Trump Labor Secretary Nominee Andrew Puzder Withdraws A series of controversies arose leading up to the CKE Restaurants CEO's hearing date.
President Donald Trump's pick for Labor secretary, Andrew Puzder, has withdrawn his name from consideration. His decision follows months of scrutiny regarding his ability to protect workers as the head of the Department of Labor.
I am withdrawing my nomination for Secretary of Labor. I'm honored to have been considered and am grateful to all who have supported me.— Andy Puzder (@AndyPuzder) February 15, 2017
Puzder is the CEO of CKE Restaurants, the parent company of fast-food chains such as Carl's Jr. and Hardee's that are known for their controversial advertising campaigns. The businessman is a vocal critic of federal minimum wage increases and expanded eligibility for overtime pay. Under his leadership, CKE Restaurants was subject to a series of class action lawsuits that alleged unfair payment and treatment of employees.
His hearing before the Senate was set to begin tomorrow, a date that had been postponed four times because Puzder had not submitted his ethics paperwork until last week.

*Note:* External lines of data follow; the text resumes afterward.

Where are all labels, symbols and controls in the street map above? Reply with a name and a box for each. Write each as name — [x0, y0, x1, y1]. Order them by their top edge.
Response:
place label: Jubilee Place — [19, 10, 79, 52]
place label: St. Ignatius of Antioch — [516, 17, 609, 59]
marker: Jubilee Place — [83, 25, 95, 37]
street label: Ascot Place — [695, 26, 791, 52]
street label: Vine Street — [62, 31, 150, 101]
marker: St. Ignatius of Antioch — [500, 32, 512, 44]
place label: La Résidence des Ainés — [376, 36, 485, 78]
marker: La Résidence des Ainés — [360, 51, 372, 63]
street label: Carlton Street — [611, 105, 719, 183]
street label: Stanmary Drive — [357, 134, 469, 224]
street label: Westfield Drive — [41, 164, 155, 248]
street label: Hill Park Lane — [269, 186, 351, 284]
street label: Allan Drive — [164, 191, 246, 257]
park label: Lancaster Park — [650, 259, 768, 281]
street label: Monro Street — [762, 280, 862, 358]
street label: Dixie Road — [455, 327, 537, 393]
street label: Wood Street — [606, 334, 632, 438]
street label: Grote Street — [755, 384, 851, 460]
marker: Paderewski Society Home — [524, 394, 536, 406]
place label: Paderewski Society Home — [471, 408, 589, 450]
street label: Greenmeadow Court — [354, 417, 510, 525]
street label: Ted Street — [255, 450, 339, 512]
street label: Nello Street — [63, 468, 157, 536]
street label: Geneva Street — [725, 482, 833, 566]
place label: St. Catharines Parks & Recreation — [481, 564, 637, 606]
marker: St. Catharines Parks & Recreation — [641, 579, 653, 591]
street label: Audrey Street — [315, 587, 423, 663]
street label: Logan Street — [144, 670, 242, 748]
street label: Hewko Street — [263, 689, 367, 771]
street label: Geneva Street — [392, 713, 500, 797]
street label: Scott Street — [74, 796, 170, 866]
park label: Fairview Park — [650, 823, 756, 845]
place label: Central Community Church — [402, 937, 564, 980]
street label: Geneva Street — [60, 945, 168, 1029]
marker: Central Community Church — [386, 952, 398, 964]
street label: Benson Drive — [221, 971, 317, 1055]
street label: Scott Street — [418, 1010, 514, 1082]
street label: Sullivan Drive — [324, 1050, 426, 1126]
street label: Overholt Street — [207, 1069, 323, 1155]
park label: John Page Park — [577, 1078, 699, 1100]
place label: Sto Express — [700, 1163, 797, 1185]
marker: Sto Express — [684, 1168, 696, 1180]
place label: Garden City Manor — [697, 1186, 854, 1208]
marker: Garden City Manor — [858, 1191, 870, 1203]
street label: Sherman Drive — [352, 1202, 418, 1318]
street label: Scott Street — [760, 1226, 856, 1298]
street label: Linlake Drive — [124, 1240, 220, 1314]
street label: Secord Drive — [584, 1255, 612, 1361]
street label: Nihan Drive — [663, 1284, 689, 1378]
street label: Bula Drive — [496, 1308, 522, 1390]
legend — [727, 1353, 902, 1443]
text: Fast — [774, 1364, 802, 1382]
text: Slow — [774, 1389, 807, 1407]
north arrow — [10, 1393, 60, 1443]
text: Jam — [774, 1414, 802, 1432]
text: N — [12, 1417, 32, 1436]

Related: The CEO of Carl's Jr. Doesn't Care If You're Offended by the Chain's Sexy Ads
In an opinion piece published in The Wall Street Journal in 2015, Puzder advocated for a "path to legal status" for undocumented immigrants -- including completing background checks, learning English and paying fines -- provided they agree "to accept responsibility for their actions and take their consequences."
Earlier this month, Puzder admitted to hiring an undocumented worker to be his housekeeper. In a statement, he said, "My wife and I employed a housekeeper for a few years, during which I was unaware that she was not legally permitted to work in the U.S. … When I learned of her status, we immediately ended her employment and offered her assistance in getting legal status."
Related: 40 Reactions (and Counting) to Trump's Travel Ban From Richard Branson to Sheryl Sandberg
Puzder has also expressed opinions about the opportunity to exchange human employees for automated machines in the food industry. "They're always polite, they always upsell, they never take a vacation, they never show up late, there's never a slip-and-fall, or an age, sex or race discrimination case," Puzder told Business Insider last year.
In 1986, Puzder's ex-wife Lisa Fierstein accused him of "striking her violently about the face, chest, back, shoulders and neck, without provocation or cause," The New York Times reported. In 1990, Fierstein appeared on an episode of The Oprah Winfrey Show and spoke about her experience with domestic violence under a pseudonym. Fierstein has since retracted those allegations.
Earlier this week, Winfrey submitted the footage from that episode to the Senate Health, Education, Labor and Pensions (HELP) Committee.